MATERIAL FOR THIS TASK Block Start
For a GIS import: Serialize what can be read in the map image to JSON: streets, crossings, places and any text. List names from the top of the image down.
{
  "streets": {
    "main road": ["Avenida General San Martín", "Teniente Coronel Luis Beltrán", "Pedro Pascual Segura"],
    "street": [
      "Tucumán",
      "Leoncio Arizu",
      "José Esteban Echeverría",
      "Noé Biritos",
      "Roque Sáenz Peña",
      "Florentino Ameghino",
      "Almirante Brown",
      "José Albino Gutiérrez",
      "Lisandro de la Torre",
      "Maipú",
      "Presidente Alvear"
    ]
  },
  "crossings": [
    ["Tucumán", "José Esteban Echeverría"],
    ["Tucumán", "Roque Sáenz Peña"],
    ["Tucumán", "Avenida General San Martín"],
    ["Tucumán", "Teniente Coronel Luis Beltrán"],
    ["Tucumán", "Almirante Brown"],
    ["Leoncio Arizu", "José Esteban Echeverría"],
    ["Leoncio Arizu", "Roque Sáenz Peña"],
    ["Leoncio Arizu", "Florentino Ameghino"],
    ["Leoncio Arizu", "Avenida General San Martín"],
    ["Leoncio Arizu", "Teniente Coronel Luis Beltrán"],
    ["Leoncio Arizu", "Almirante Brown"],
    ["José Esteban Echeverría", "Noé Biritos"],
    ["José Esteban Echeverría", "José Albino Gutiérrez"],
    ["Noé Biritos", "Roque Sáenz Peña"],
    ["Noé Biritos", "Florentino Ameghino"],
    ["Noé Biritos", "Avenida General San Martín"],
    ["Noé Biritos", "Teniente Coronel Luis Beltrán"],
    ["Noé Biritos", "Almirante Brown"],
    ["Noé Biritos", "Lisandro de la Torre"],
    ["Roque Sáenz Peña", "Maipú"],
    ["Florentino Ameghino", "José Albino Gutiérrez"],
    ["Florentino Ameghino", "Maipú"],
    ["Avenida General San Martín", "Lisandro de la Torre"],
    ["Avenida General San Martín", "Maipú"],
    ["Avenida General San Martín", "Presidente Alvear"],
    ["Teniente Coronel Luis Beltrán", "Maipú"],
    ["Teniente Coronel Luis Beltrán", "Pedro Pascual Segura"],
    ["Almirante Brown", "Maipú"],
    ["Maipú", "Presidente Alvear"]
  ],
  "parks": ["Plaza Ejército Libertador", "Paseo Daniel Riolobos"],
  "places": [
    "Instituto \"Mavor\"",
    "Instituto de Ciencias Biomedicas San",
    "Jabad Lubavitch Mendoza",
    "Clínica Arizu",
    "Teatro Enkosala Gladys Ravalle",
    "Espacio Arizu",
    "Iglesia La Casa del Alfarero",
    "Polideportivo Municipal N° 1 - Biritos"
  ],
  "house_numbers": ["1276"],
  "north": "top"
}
MATERIAL FOR THIS TASK Block End
■ **PROBLEM TO SOLVE**: Every record above is to be copied out again exactly as written.

■ **RESPONSE AREA**:
For a GIS import: Serialize what can be read in the map image to JSON: streets, crossings, places and any text. List names from the top of the image down.
{
  "streets": {
    "main road": ["Avenida General San Martín", "Teniente Coronel Luis Beltrán", "Pedro Pascual Segura"],
    "street": [
      "Tucumán",
      "Leoncio Arizu",
      "José Esteban Echeverría",
      "Noé Biritos",
      "Roque Sáenz Peña",
      "Florentino Ameghino",
      "Almirante Brown",
      "José Albino Gutiérrez",
      "Lisandro de la Torre",
      "Maipú",
      "Presidente Alvear"
    ]
  },
  "crossings": [
    ["Tucumán", "José Esteban Echeverría"],
    ["Tucumán", "Roque Sáenz Peña"],
    ["Tucumán", "Avenida General San Martín"],
    ["Tucumán", "Teniente Coronel Luis Beltrán"],
    ["Tucumán", "Almirante Brown"],
    ["Leoncio Arizu", "José Esteban Echeverría"],
    ["Leoncio Arizu", "Roque Sáenz Peña"],
    ["Leoncio Arizu", "Florentino Ameghino"],
    ["Leoncio Arizu", "Avenida General San Martín"],
    ["Leoncio Arizu", "Teniente Coronel Luis Beltrán"],
    ["Leoncio Arizu", "Almirante Brown"],
    ["José Esteban Echeverría", "Noé Biritos"],
    ["José Esteban Echeverría", "José Albino Gutiérrez"],
    ["Noé Biritos", "Roque Sáenz Peña"],
    ["Noé Biritos", "Florentino Ameghino"],
    ["Noé Biritos", "Avenida General San Martín"],
    ["Noé Biritos", "Teniente Coronel Luis Beltrán"],
    ["Noé Biritos", "Almirante Brown"],
    ["Noé Biritos", "Lisandro de la Torre"],
    ["Roque Sáenz Peña", "Maipú"],
    ["Florentino Ameghino", "José Albino Gutiérrez"],
    ["Florentino Ameghino", "Maipú"],
    ["Avenida General San Martín", "Lisandro de la Torre"],
    ["Avenida General San Martín", "Maipú"],
    ["Avenida General San Martín", "Presidente Alvear"],
    ["Teniente Coronel Luis Beltrán", "Maipú"],
    ["Teniente Coronel Luis Beltrán", "Pedro Pascual Segura"],
    ["Almirante Brown", "Maipú"],
    ["Maipú", "Presidente Alvear"]
  ],
  "parks": ["Plaza Ejército Libertador", "Paseo Daniel Riolobos"],
  "places": [
    "Instituto \"Mavor\"",
    "Instituto de Ciencias Biomedicas San",
    "Jabad Lubavitch Mendoza",
    "Clínica Arizu",
    "Teatro Enkosala Gladys Ravalle",
    "Espacio Arizu",
    "Iglesia La Casa del Alfarero",
    "Polideportivo Municipal N° 1 - Biritos"
  ],
  "house_numbers": ["1276"],
  "north": "top"
}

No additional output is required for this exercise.